Exercise goal: Print the listing in full, with no character changed.

───── Provided records

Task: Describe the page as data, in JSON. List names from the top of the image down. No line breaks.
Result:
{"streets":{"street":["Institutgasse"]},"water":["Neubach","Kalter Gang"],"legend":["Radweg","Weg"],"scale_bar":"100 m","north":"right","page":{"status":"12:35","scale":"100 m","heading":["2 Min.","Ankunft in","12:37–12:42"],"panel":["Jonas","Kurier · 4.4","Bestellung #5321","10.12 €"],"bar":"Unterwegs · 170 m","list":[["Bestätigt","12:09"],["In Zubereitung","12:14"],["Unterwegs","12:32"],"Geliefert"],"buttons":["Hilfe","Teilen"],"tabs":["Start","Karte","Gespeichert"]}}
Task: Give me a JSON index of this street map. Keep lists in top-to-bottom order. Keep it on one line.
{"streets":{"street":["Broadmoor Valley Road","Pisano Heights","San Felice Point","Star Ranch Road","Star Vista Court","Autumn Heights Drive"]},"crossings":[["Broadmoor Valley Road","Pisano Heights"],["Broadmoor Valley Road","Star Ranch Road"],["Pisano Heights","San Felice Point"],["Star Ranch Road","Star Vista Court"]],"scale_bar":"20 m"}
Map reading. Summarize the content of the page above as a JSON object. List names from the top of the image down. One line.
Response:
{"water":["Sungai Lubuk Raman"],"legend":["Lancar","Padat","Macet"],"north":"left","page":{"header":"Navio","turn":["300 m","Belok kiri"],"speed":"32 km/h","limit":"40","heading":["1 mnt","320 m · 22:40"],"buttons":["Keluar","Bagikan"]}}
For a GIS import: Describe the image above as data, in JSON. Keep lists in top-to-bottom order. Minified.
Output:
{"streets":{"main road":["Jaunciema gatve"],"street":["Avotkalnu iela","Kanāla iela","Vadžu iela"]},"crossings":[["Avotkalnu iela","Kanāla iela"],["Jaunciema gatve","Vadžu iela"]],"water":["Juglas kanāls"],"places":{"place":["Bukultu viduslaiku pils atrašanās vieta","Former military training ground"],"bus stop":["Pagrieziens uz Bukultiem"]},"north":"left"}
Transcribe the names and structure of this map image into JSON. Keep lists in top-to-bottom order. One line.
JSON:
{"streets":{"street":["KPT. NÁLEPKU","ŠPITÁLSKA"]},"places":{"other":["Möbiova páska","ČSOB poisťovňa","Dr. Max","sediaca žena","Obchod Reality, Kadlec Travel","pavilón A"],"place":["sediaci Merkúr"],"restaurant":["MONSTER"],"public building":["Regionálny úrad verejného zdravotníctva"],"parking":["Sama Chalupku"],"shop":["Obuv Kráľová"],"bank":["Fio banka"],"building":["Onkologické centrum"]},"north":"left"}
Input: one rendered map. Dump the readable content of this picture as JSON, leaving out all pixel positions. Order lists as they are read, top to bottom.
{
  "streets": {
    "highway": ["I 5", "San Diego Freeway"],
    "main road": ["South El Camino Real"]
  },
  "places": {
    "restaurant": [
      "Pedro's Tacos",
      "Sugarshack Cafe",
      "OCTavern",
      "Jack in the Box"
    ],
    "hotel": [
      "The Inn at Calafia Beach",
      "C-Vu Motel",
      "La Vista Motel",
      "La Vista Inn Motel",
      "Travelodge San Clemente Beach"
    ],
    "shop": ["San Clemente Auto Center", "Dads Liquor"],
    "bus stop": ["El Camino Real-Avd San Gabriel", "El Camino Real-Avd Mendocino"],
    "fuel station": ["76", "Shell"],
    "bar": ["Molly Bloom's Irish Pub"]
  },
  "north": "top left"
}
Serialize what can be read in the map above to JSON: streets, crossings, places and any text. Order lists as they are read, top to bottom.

──────────

Response:
Task: Describe the page as data, in JSON. List names from the top of the image down. No line breaks.
Result:
{"streets":{"street":["Institutgasse"]},"water":["Neubach","Kalter Gang"],"legend":["Radweg","Weg"],"scale_bar":"100 m","north":"right","page":{"status":"12:35","scale":"100 m","heading":["2 Min.","Ankunft in","12:37–12:42"],"panel":["Jonas","Kurier · 4.4","Bestellung #5321","10.12 €"],"bar":"Unterwegs · 170 m","list":[["Bestätigt","12:09"],["In Zubereitung","12:14"],["Unterwegs","12:32"],"Geliefert"],"buttons":["Hilfe","Teilen"],"tabs":["Start","Karte","Gespeichert"]}}
Task: Give me a JSON index of this street map. Keep lists in top-to-bottom order. Keep it on one line.
{"streets":{"street":["Broadmoor Valley Road","Pisano Heights","San Felice Point","Star Ranch Road","Star Vista Court","Autumn Heights Drive"]},"crossings":[["Broadmoor Valley Road","Pisano Heights"],["Broadmoor Valley Road","Star Ranch Road"],["Pisano Heights","San Felice Point"],["Star Ranch Road","Star Vista Court"]],"scale_bar":"20 m"}
Map reading. Summarize the content of the page above as a JSON object. List names from the top of the image down. One line.
Response:
{"water":["Sungai Lubuk Raman"],"legend":["Lancar","Padat","Macet"],"north":"left","page":{"header":"Navio","turn":["300 m","Belok kiri"],"speed":"32 km/h","limit":"40","heading":["1 mnt","320 m · 22:40"],"buttons":["Keluar","Bagikan"]}}
For a GIS import: Describe the image above as data, in JSON. Keep lists in top-to-bottom order. Minified.
Output:
{"streets":{"main road":["Jaunciema gatve"],"street":["Avotkalnu iela","Kanāla iela","Vadžu iela"]},"crossings":[["Avotkalnu iela","Kanāla iela"],["Jaunciema gatve","Vadžu iela"]],"water":["Juglas kanāls"],"places":{"place":["Bukultu viduslaiku pils atrašanās vieta","Former military training ground"],"bus stop":["Pagrieziens uz Bukultiem"]},"north":"left"}
Transcribe the names and structure of this map image into JSON. Keep lists in top-to-bottom order. One line.
JSON:
{"streets":{"street":["KPT. NÁLEPKU","ŠPITÁLSKA"]},"places":{"other":["Möbiova páska","ČSOB poisťovňa","Dr. Max","sediaca žena","Obchod Reality, Kadlec Travel","pavilón A"],"place":["sediaci Merkúr"],"restaurant":["MONSTER"],"public building":["Regionálny úrad verejného zdravotníctva"],"parking":["Sama Chalupku"],"shop":["Obuv Kráľová"],"bank":["Fio banka"],"building":["Onkologické centrum"]},"north":"left"}
Input: one rendered map. Dump the readable content of this picture as JSON, leaving out all pixel positions. Order lists as they are read, top to bottom.
{
  "streets": {
    "highway": ["I 5", "San Diego Freeway"],
    "main road": ["South El Camino Real"]
  },
  "places": {
    "restaurant": [
      "Pedro's Tacos",
      "Sugarshack Cafe",
      "OCTavern",
      "Jack in the Box"
    ],
    "hotel": [
      "The Inn at Calafia Beach",
      "C-Vu Motel",
      "La Vista Motel",
      "La Vista Inn Motel",
      "Travelodge San Clemente Beach"
    ],
    "shop": ["San Clemente Auto Center", "Dads Liquor"],
    "bus stop": ["El Camino Real-Avd San Gabriel", "El Camino Real-Avd Mendocino"],
    "fuel station": ["76", "Shell"],
    "bar": ["Molly Bloom's Irish Pub"]
  },
  "north": "top left"
}
Serialize what can be read in the map above to JSON: streets, crossings, places and any text. Order lists as they are read, top to bottom.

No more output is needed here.